March 2, 2013

WHAT IF THERE were a policy that could cut future deficits, slash taxes, eliminate wasteful government spending and reduce climate change? As sequestration kicks in, you’d think every politician in Washington would be desperate to embrace such a win-win-win-win.

Last week the Brookings Institution’s Adele Morris laid out what an intelligent tax on carbon emissions could accomplish, and the results will astonish anyone — seemingly much of Congress — who hasn’t given the idea the consideration it deserves. Ms. Morris proposed starting with a $16-per-ton charge on carbon dioxide, setting it to rise by 4 percent annually and using most of the money to cut corporate taxes and the deficit.

Want to slash government spending? The tax would replace the inefficient web of clean technology subsidies that overspend the country’s wealth on electric cars and biofuels. Ms. Morris reckons that would save about $6 billion a year.

Want to get rid of government regulations? A carbon tax could justify suspending the Environmental Protection Agency’s carbon dioxide program, which will proceed if Congress continues to refuse to establish better policy.

Want to cut the deficit? The plan would decrease it by $815 billion over two decades. That’s not enough to put the country on comfortable financial footing, but it’s serious money.

Want to reduce carbon emissions? Ms. Morris calculates that, though energy prices would hardly skyrocket, the tax would lead to 12 percent fewer emissions over two decades, relative to what’s likely to happen. Capital would flow into cleaner energy because consumers would demand it.

Want to cut taxes? The plan would finance a seven-point drop in the corporate tax rate, the most economically distortional on the books. By encouraging more investment in the United States, this tax swap would produce immediate economic benefits.
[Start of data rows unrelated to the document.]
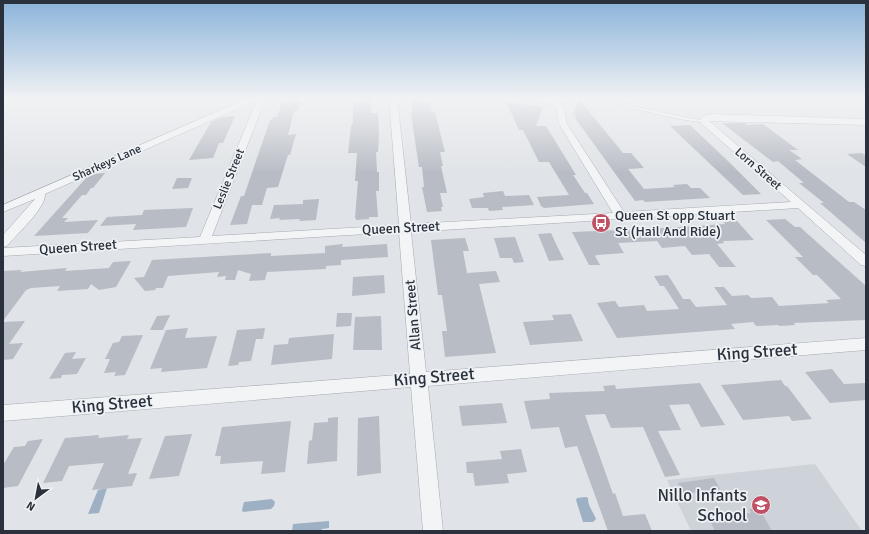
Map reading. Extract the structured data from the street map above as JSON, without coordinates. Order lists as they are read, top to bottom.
{
  "streets": {
    "street": [
      "Sharkeys Lane",
      "Lorn Street",
      "Leslie Street",
      "Queen Street",
      "Allan Street",
      "King Street"
    ]
  },
  "crossings": [
    ["Lorn Street", "Queen Street"],
    ["Leslie Street", "Queen Street"],
    ["Queen Street", "Allan Street"],
    ["Allan Street", "King Street"]
  ],
  "places": {
    "bus stop": ["Queen St opp Stuart St (Hail And Ride)"],
    "school or university": ["Nillo Infants School"]
  },
  "north": "bottom left"
}
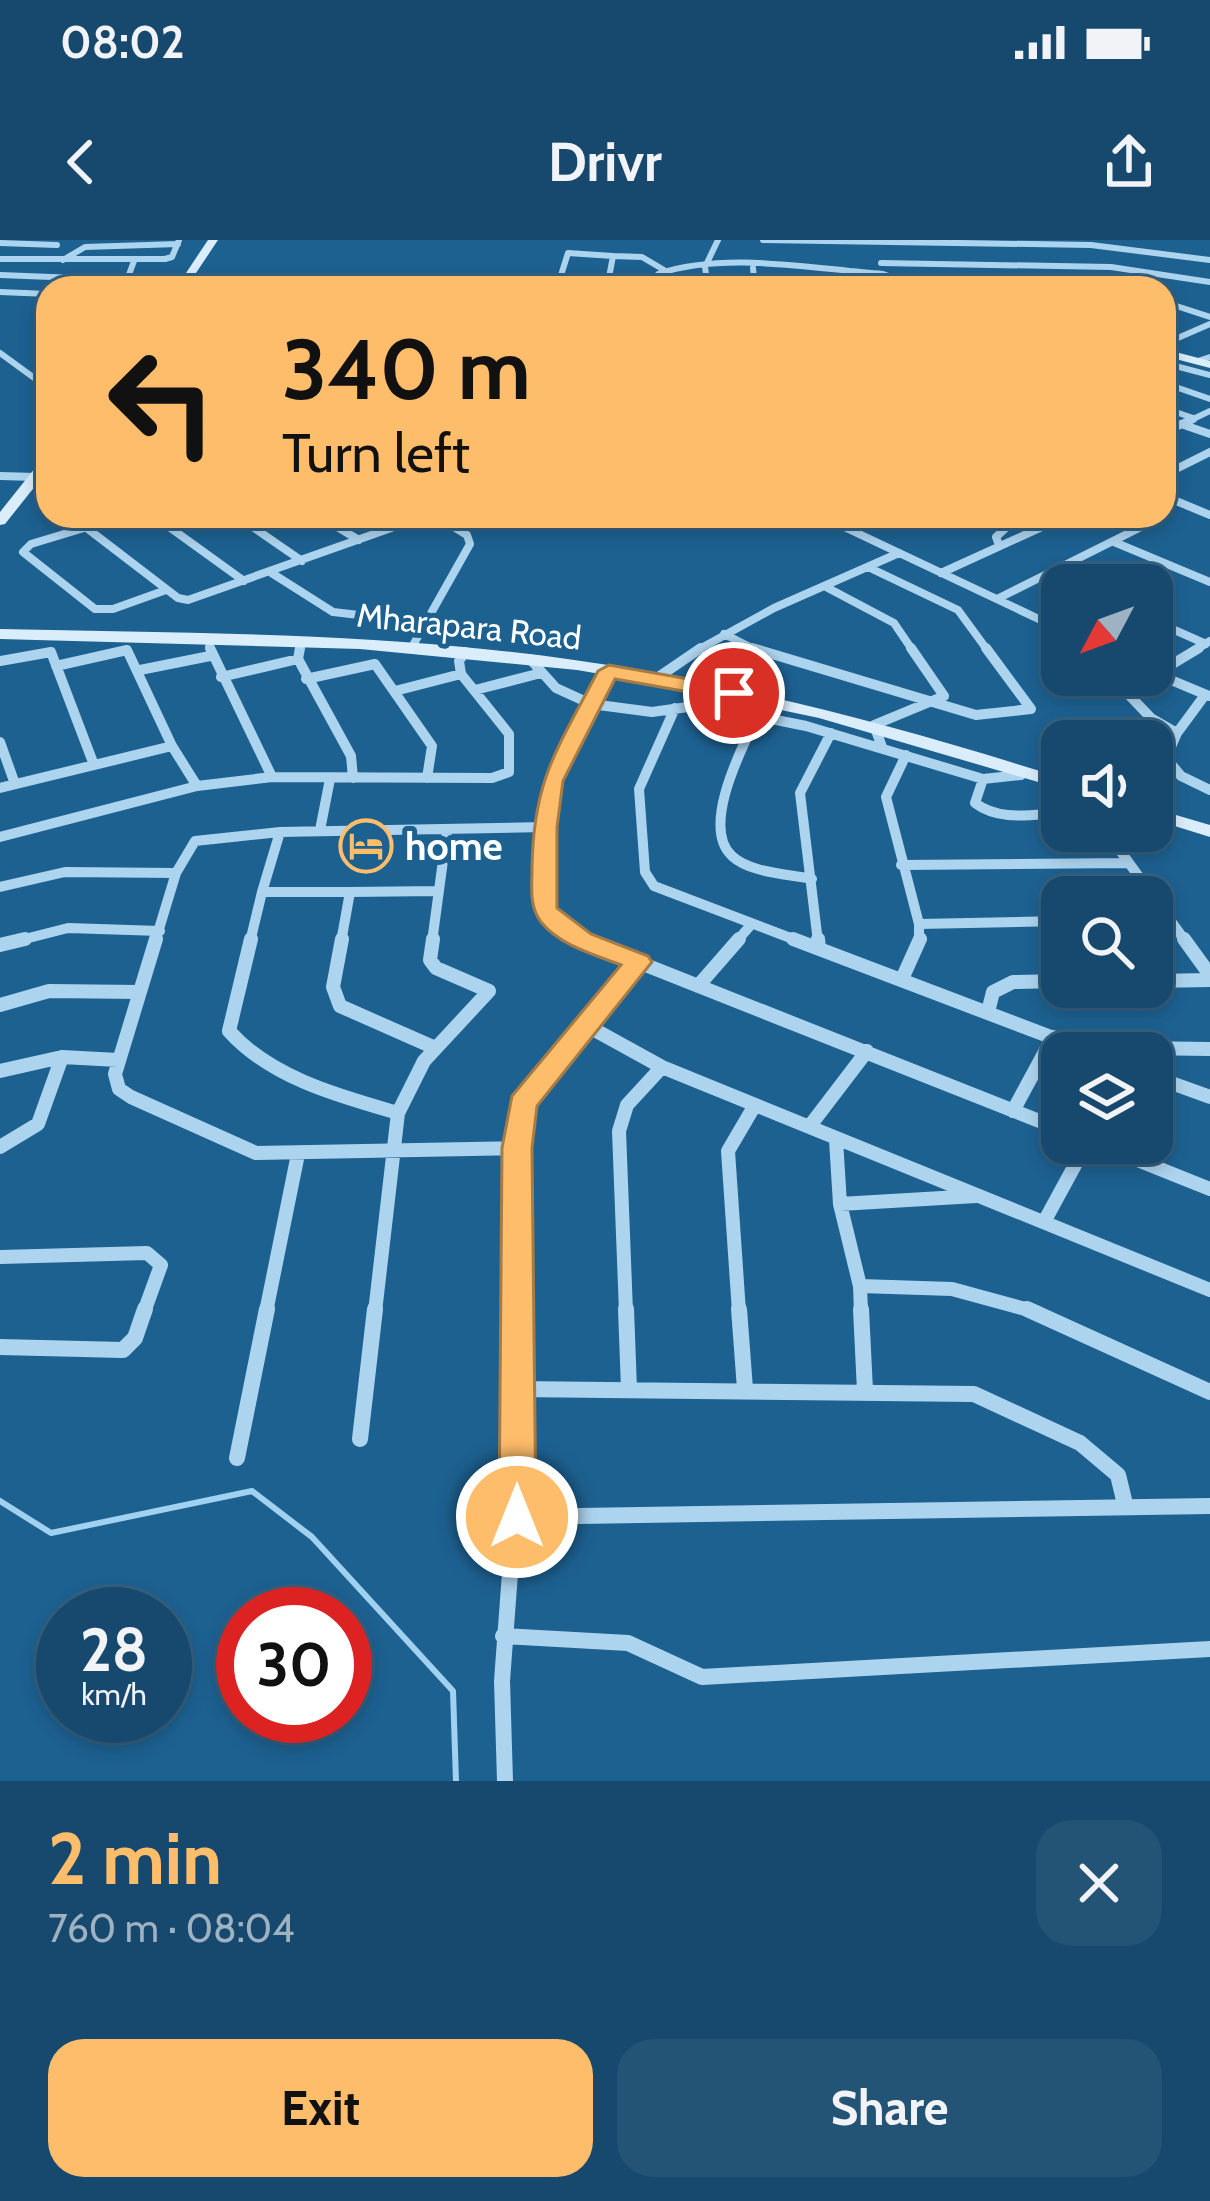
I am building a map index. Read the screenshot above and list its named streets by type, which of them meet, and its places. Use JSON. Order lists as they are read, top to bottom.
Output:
{
  "streets": {
    "main road": ["Mharapara Road"]
  },
  "places": {
    "hotel": ["home"]
  },
  "north": "bottom left",
  "page": {
    "status": "08:02",
    "header": "Drivr",
    "turn": ["340 m", "Turn left"],
    "speed": "28 km/h",
    "limit": "30",
    "heading": ["2 min", "760 m · 08:04"],
    "buttons": ["Exit", "Share"]
  }
}
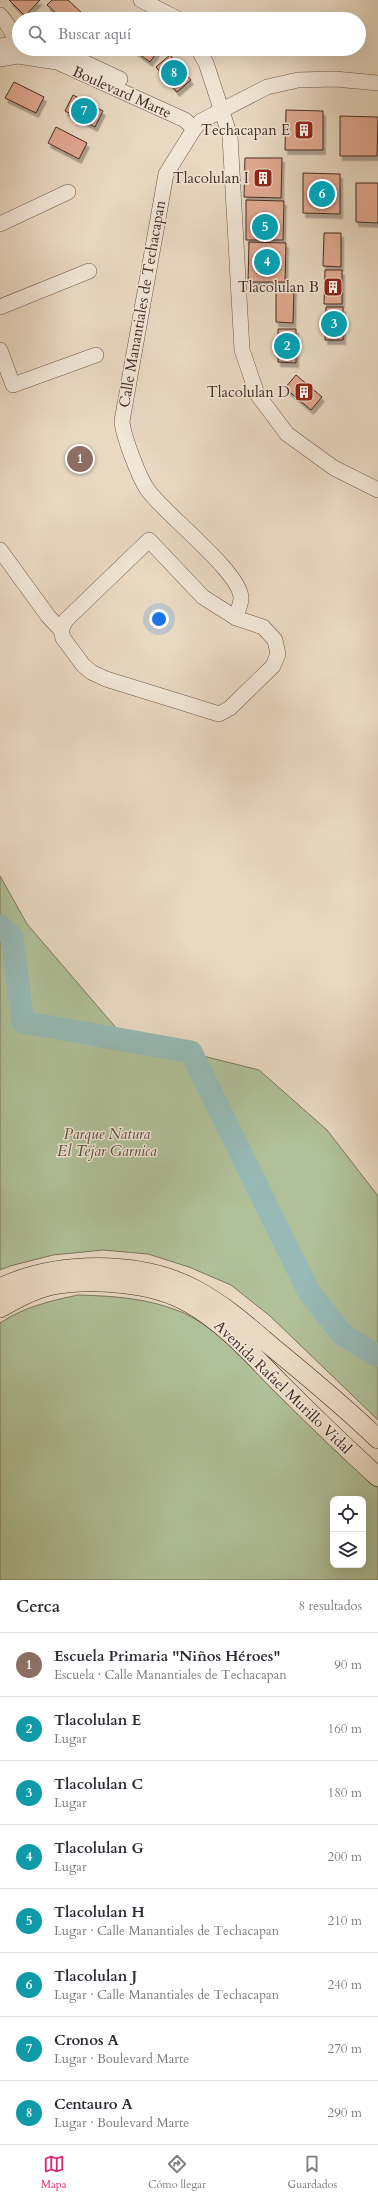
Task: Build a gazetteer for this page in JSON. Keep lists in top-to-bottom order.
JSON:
{
  "streets": {
    "main road": ["Avenida Rafael Murillo Vidal"],
    "street": ["Boulevard Marte", "Calle Manantiales de Techacapan"]
  },
  "crossings": [
    ["Boulevard Marte", "Calle Manantiales de Techacapan"]
  ],
  "parks": ["Parque Natura El Tejar Garnica"],
  "places": {
    "building": [
      "Techacapan E",
      "Tlacolulan I",
      "Tlacolulan B",
      "Tlacolulan D"
    ]
  },
  "page": {
    "search": "Buscar aquí",
    "pins": [
      "8",
      "7",
      "6",
      "5",
      "4",
      "3",
      "2",
      "1"
    ],
    "heading": ["Cerca", "8 resultados"],
    "list": [
      {
        "mark": "1",
        "name": "Escuela Primaria ''Niños Héroes''",
        "note": "Escuela · Calle Manantiales de Techacapan",
        "value": "90 m"
      },
      {
        "mark": "2",
        "name": "Tlacolulan E",
        "note": "Lugar",
        "value": "160 m"
      },
      {
        "mark": "3",
        "name": "Tlacolulan C",
        "note": "Lugar",
        "value": "180 m"
      },
      {
        "mark": "4",
        "name": "Tlacolulan G",
        "note": "Lugar",
        "value": "200 m"
      },
      {
        "mark": "5",
        "name": "Tlacolulan H",
        "note": "Lugar · Calle Manantiales de Techacapan",
        "value": "210 m"
      },
      {
        "mark": "6",
        "name": "Tlacolulan J",
        "note": "Lugar · Calle Manantiales de Techacapan",
        "value": "240 m"
      },
      {
        "mark": "7",
        "name": "Cronos A",
        "note": "Lugar · Boulevard Marte",
        "value": "270 m"
      },
      {
        "mark": "8",
        "name": "Centauro A",
        "note": "Lugar · Boulevard Marte",
        "value": "290 m"
      }
    ],
    "nav": ["Mapa", "Cómo llegar", "Guardados"]
  }
}
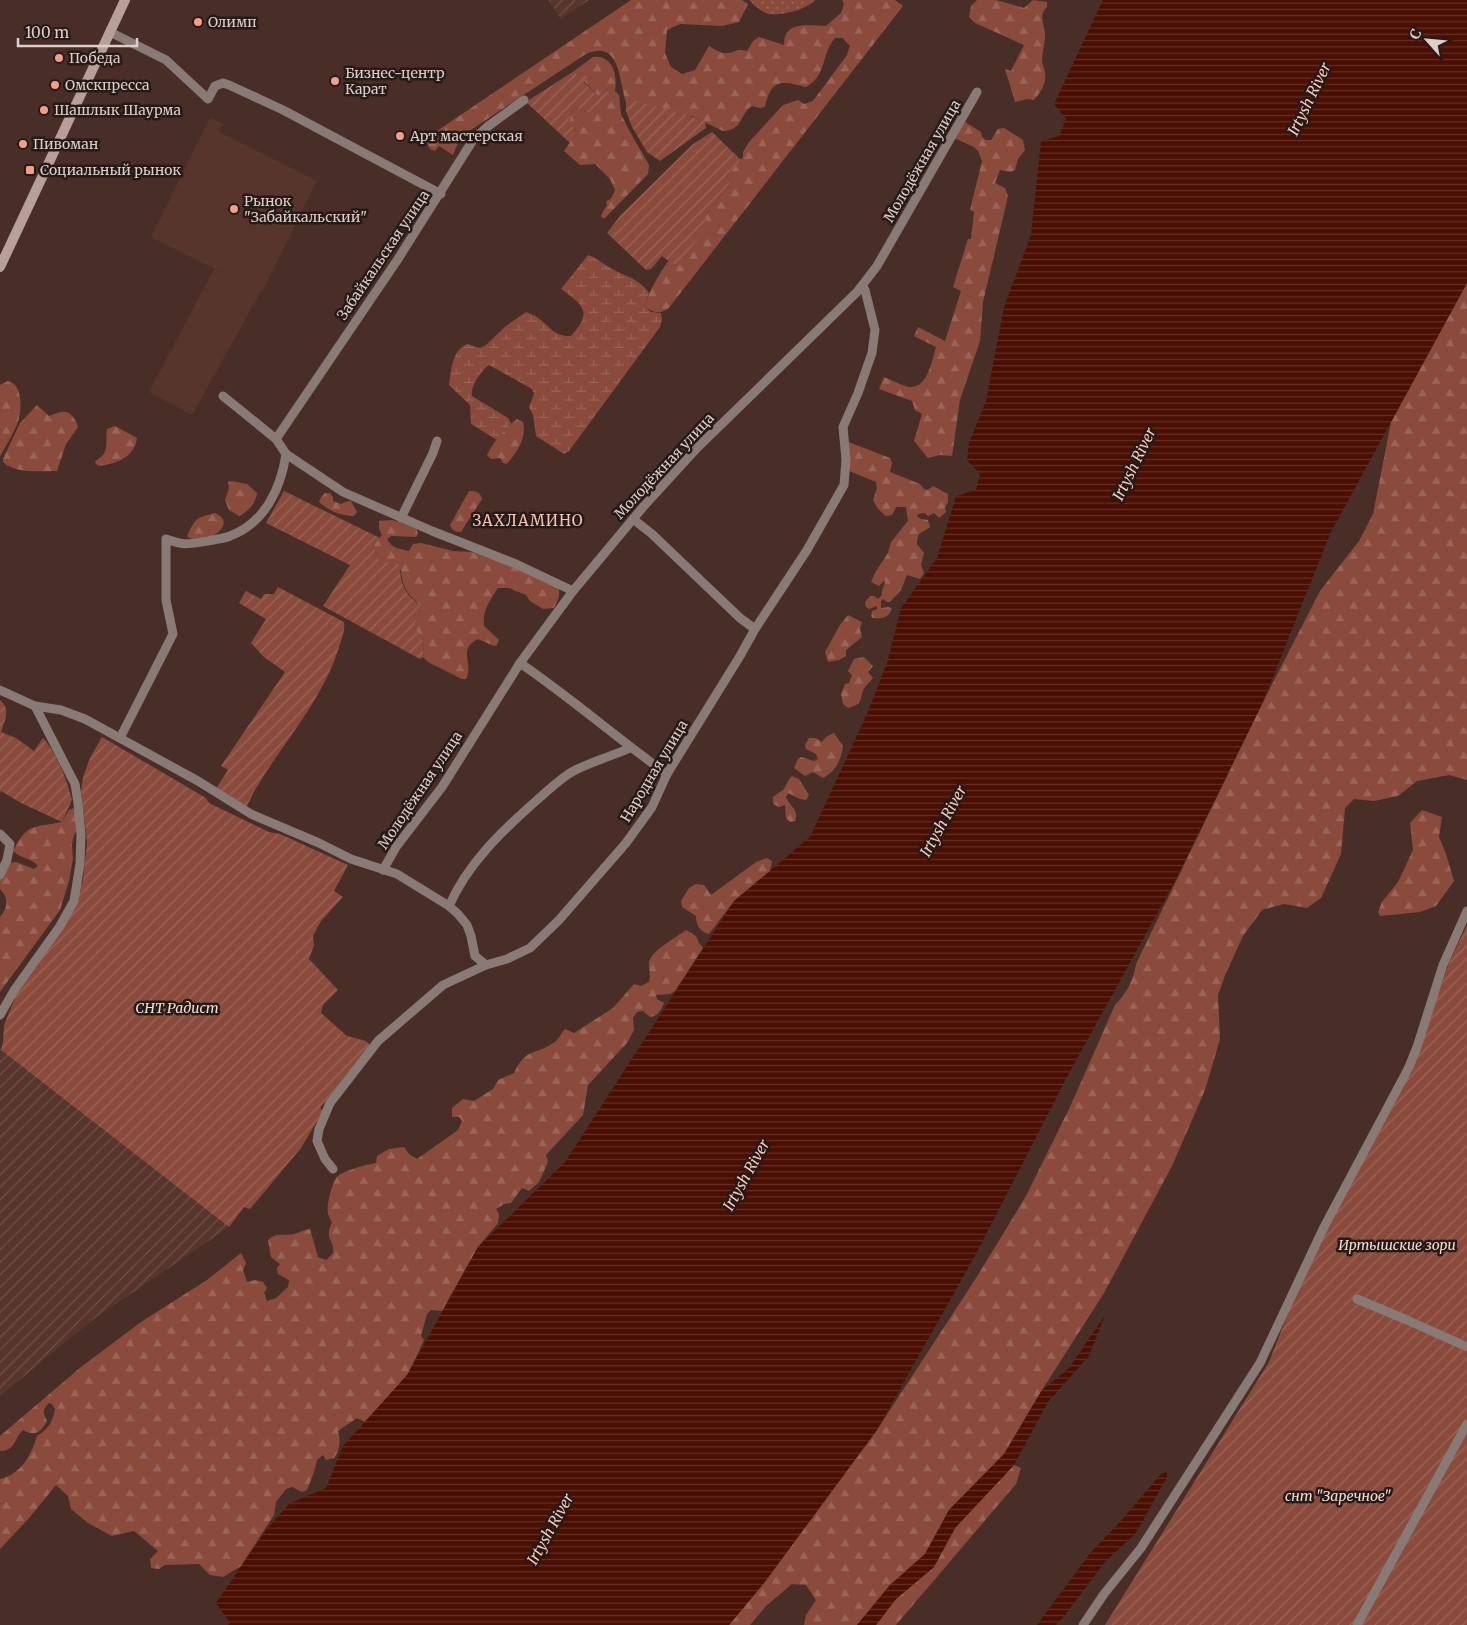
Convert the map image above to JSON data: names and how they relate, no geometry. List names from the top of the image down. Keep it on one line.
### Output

Want to protect the poor? The Brookings proposal would raise electricity, gasoline and heating oil prices by only 5 to 6 percent early on. But it would still reserve 15 percent of the carbon tax revenue to enhance the safety net for low-income Americans, with the money perhaps devoted to the earned income tax credit or Medicaid. This way, Americans in the bottom 20 to 30 percent of the income scale wouldn’t pay anything more to the government, on balance.

The plan would eliminate lots of central planning going on in Congress, the Environmental Protection Agency and the Energy Department, and it would be easy to administer. By collecting the tax from upstream fuel producers and a few big sources of CO2, such as cement makers, the government would only have to charge thousands of businesses, not millions of Americans.

For years, conventional wisdom has casually dismissed a carbon tax as politically unfeasible. But if Republicans could say they lowered taxes, slashed the deficit and cut spending, and if Democrats could say they did something serious about carbon emissions, each side could claim a politically helpful narrative — or at least one attractive enough to allow politicians to suspend the demagoguery and shortsightedness for a bit.